Parlamentodaki Avrupa yanlıları da ortadan kalktığına göre, AB'den kopuş daha rahat gerçekleşecek.
Uyarılar
Şimdilik ortada birkaç olasılığın tehdidini görüyoruz; "İskoçya ve İrlanda'nın Birleşik Krallık'tan kopması hâlâ tehdit."
Diplomatik kaynaklara göre kamuoyunu kısa sürede yanına çeken başbakanın bunları da halletmesine kesin gözüyle bakılıyor.
Aynı kader
Bizim şimdilerde Johnson'a daha fazla yaklaşmamıza ihtiyaç var. Osmanlı'nın dördüncü kuşaktan torunu siyaset sahnesine Londra belediye başkanlığıyla girdi. Türkiye'ye her zaman yakın davrandı.

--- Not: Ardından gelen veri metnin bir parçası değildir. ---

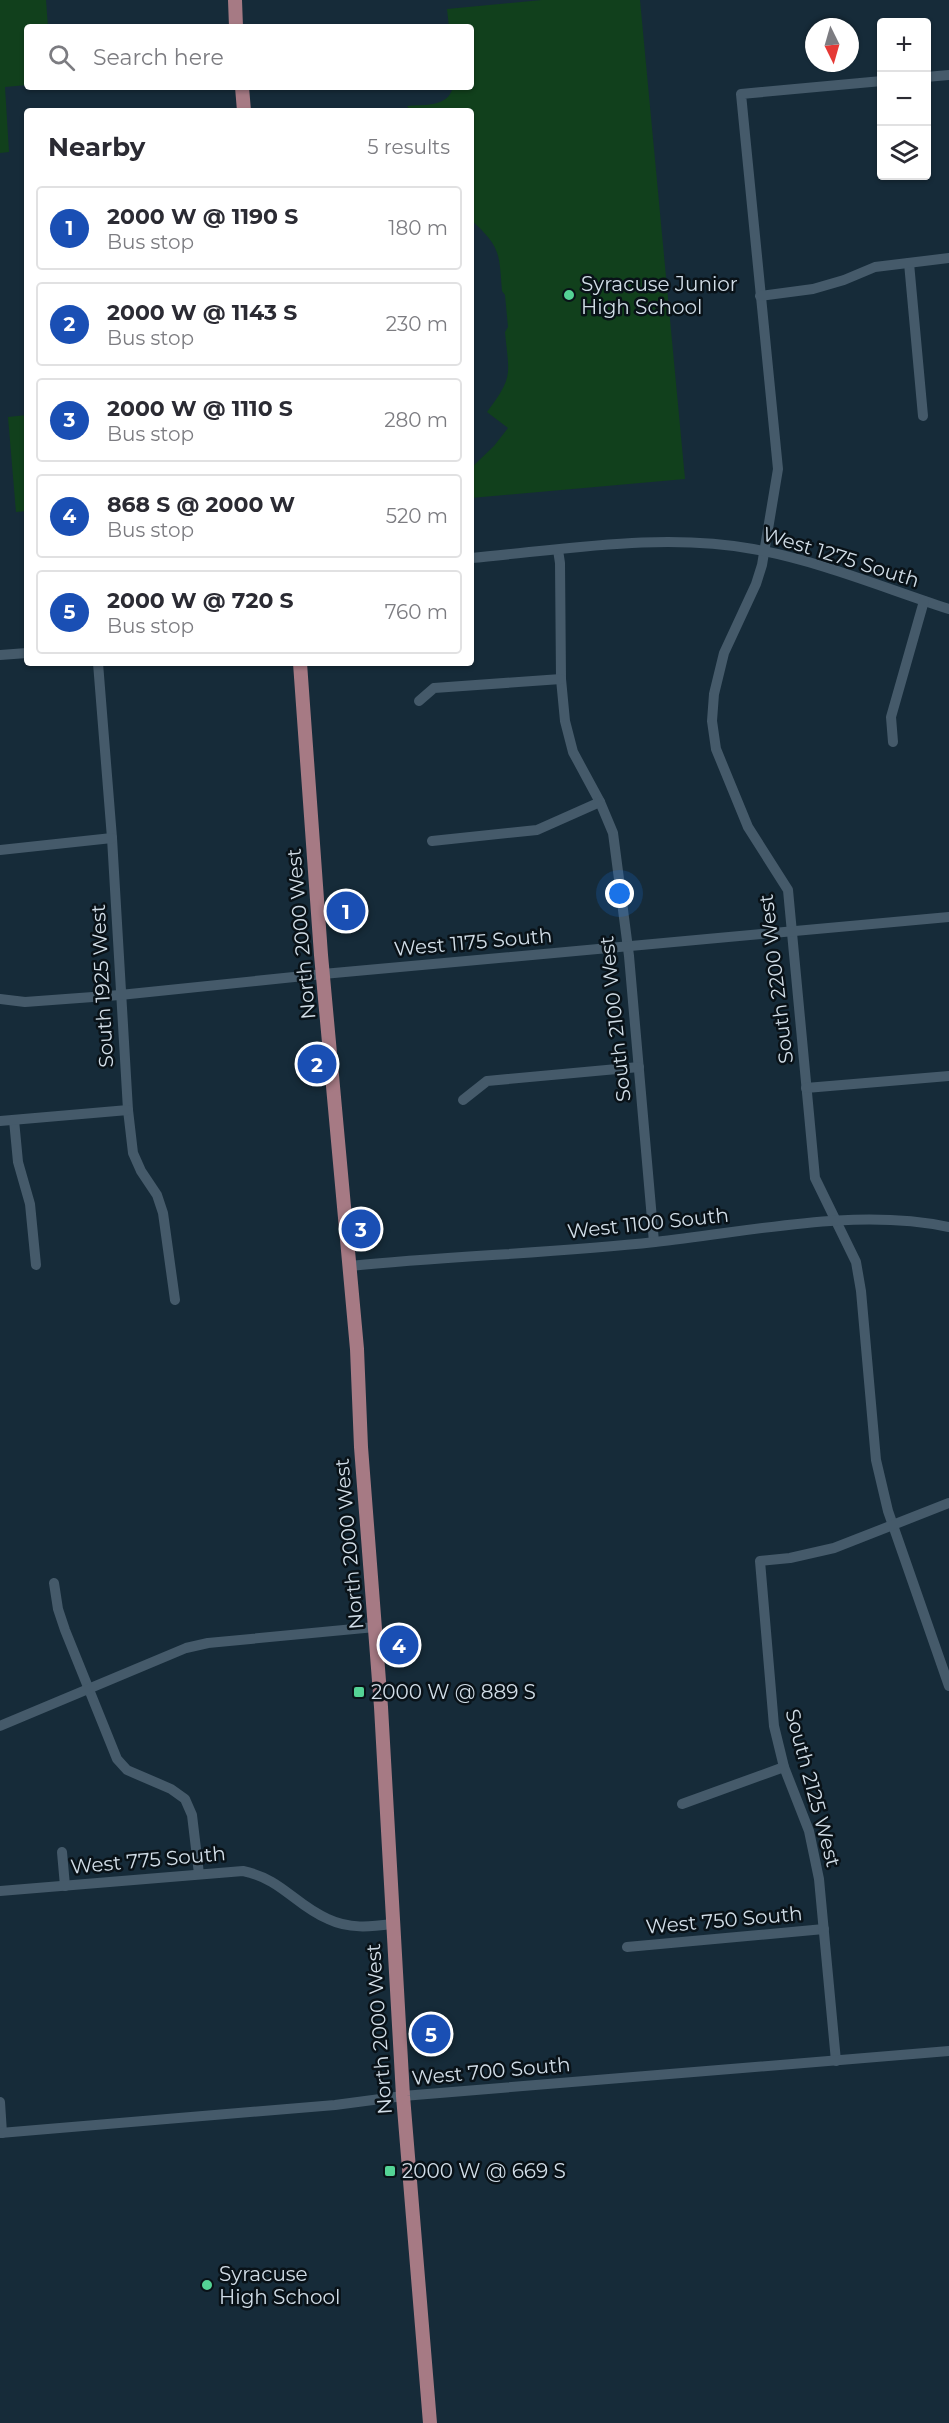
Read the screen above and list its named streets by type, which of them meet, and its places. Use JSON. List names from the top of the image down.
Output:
{
  "streets": {
    "main road": ["North 2000 West"],
    "street": [
      "West 1275 South",
      "West 1175 South",
      "South 2200 West",
      "South 1925 West",
      "South 2100 West",
      "West 1100 South",
      "South 2125 West",
      "West 775 South",
      "West 750 South",
      "West 700 South"
    ]
  },
  "crossings": [
    ["West 1275 South", "South 2200 West"],
    ["West 1275 South", "South 2100 West"],
    ["North 2000 West", "West 1175 South"],
    ["North 2000 West", "West 1100 South"],
    ["North 2000 West", "West 775 South"],
    ["North 2000 West", "West 700 South"],
    ["West 1175 South", "South 2200 West"],
    ["West 1175 South", "South 1925 West"],
    ["West 1175 South", "South 2100 West"],
    ["South 2200 West", "West 1100 South"],
    ["South 2200 West", "South 2125 West"],
    ["South 2100 West", "West 1100 South"],
    ["South 2125 West", "West 750 South"],
    ["South 2125 West", "West 700 South"]
  ],
  "places": {
    "other": ["Syracuse Junior High School", "Syracuse High School"],
    "transit": ["2000 W @ 889 S", "2000 W @ 669 S"]
  },
  "north": "bottom",
  "page": {
    "map_buttons": ["+", "−"],
    "search": "Search here",
    "heading": ["Nearby", "5 results"],
    "list": [
      {
        "mark": "1",
        "name": "2000 W @ 1190 S",
        "note": "Bus stop",
        "value": "180 m"
      },
      {
        "mark": "2",
        "name": "2000 W @ 1143 S",
        "note": "Bus stop",
        "value": "230 m"
      },
      {
        "mark": "3",
        "name": "2000 W @ 1110 S",
        "note": "Bus stop",
        "value": "280 m"
      },
      {
        "mark": "4",
        "name": "868 S @ 2000 W",
        "note": "Bus stop",
        "value": "520 m"
      },
      {
        "mark": "5",
        "name": "2000 W @ 720 S",
        "note": "Bus stop",
        "value": "760 m"
      }
    ],
    "pins": [
      "1",
      "2",
      "3",
      "4",
      "5"
    ]
  }
}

Bunu daha da geliştirebiliriz. En başta, havacılık sektöründe. Dünyanın en güçlü uçak motorlarını bu ülke üretiyor. Avrupa Birliği'ndeki durum daha da ilginç. Onlar AB'den kaçıyorlar. Biz ise kapının dışında tutuluyoruz.
***
Komedi unsuru
Şimdi ortak konumuz KANAL. Hani şu Karadeniz'i Marmara'ya bağlayan proje. Erdoğan işareti çaktı, herkes bunu tartışmaya başladı. Maliyeti inanılır gibi değil. Yine yap/işlet/devretle yola çıkılacak. Önümüzdeki 25 seneyi yeni borç ödemelerle geçireceğiz.

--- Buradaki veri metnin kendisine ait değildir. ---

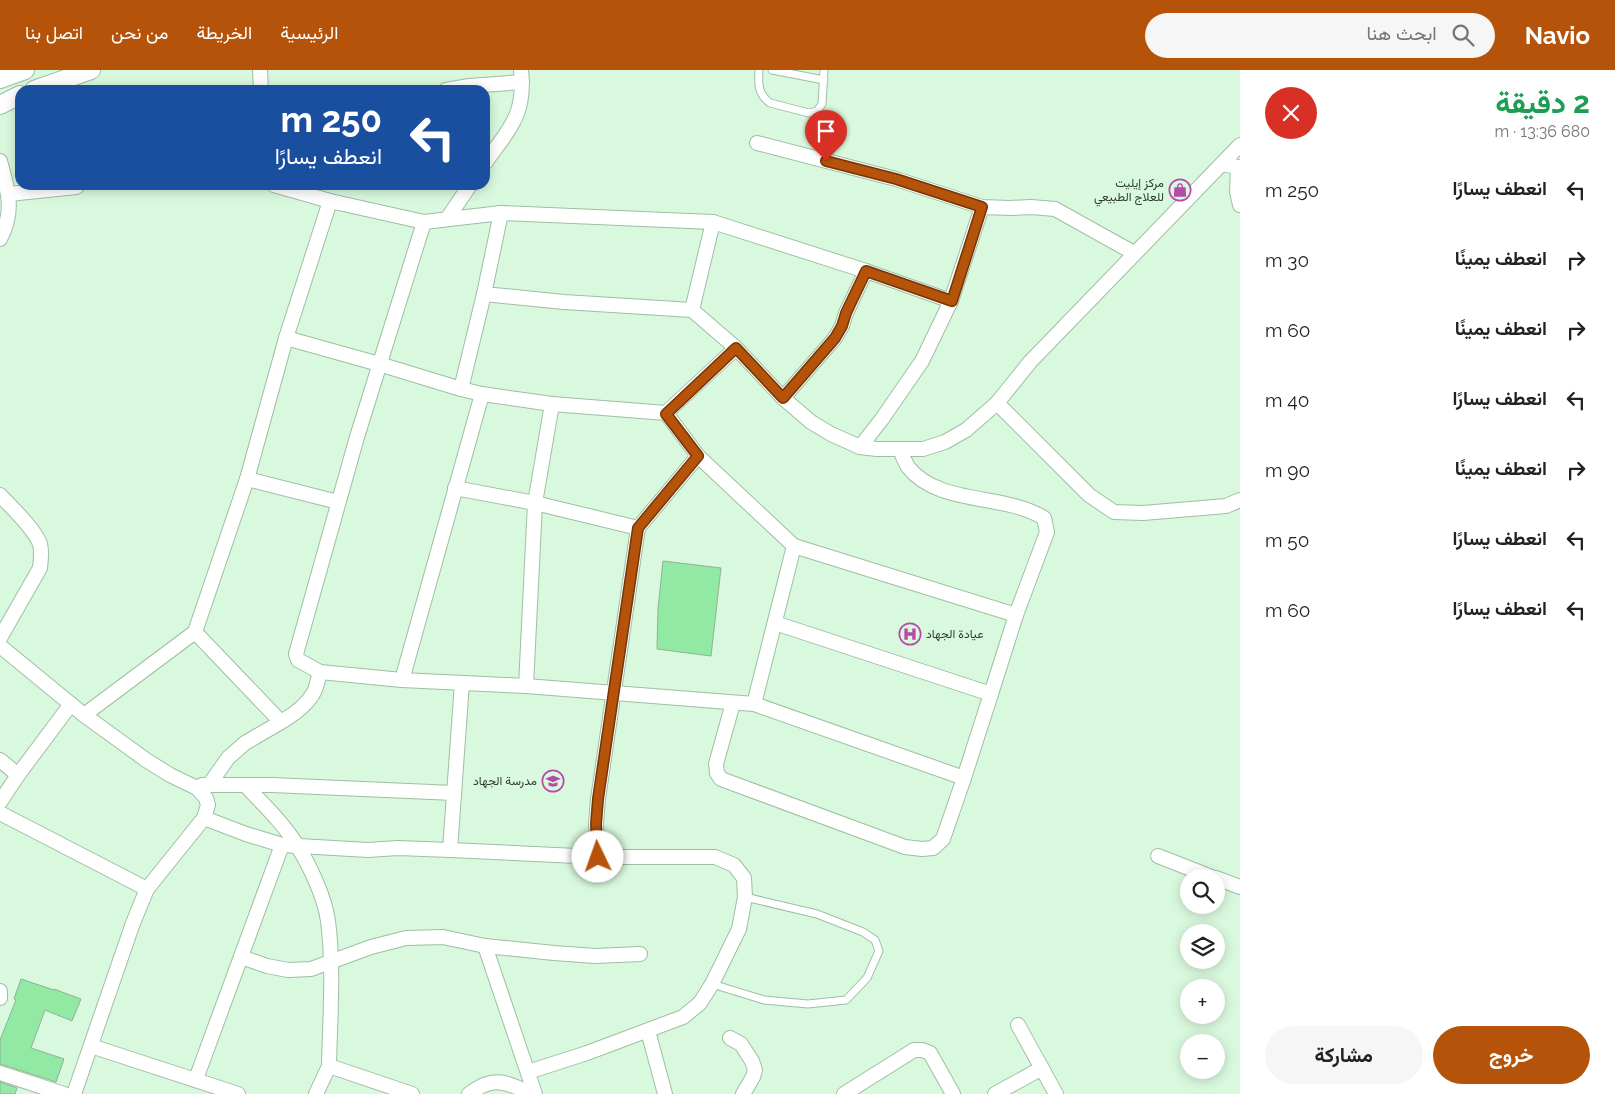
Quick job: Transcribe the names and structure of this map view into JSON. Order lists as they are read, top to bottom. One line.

Bir gece önce sinirlendiğim İsmail Saymaz, 24 saat sonra benden tam puan aldı. Ortaya o kadar net bilgiler koydu ki, en önemli yandaşlar dahi laflarını ağızlarında gevelemekle kaldılar.
Gerçekler
CNNTURK'teki tartışmanın en güzel tarafı "komedi yanının ağır basmasıydı." Laf sokuşturmalara bayıldım. Hande Fırat'ın kahkahaları ekran başındakilere bile sirayet etti. Kendi adıma konuşursam, bu yüzden ilk kez futbol maçlarını yarım yamalak takip ettim.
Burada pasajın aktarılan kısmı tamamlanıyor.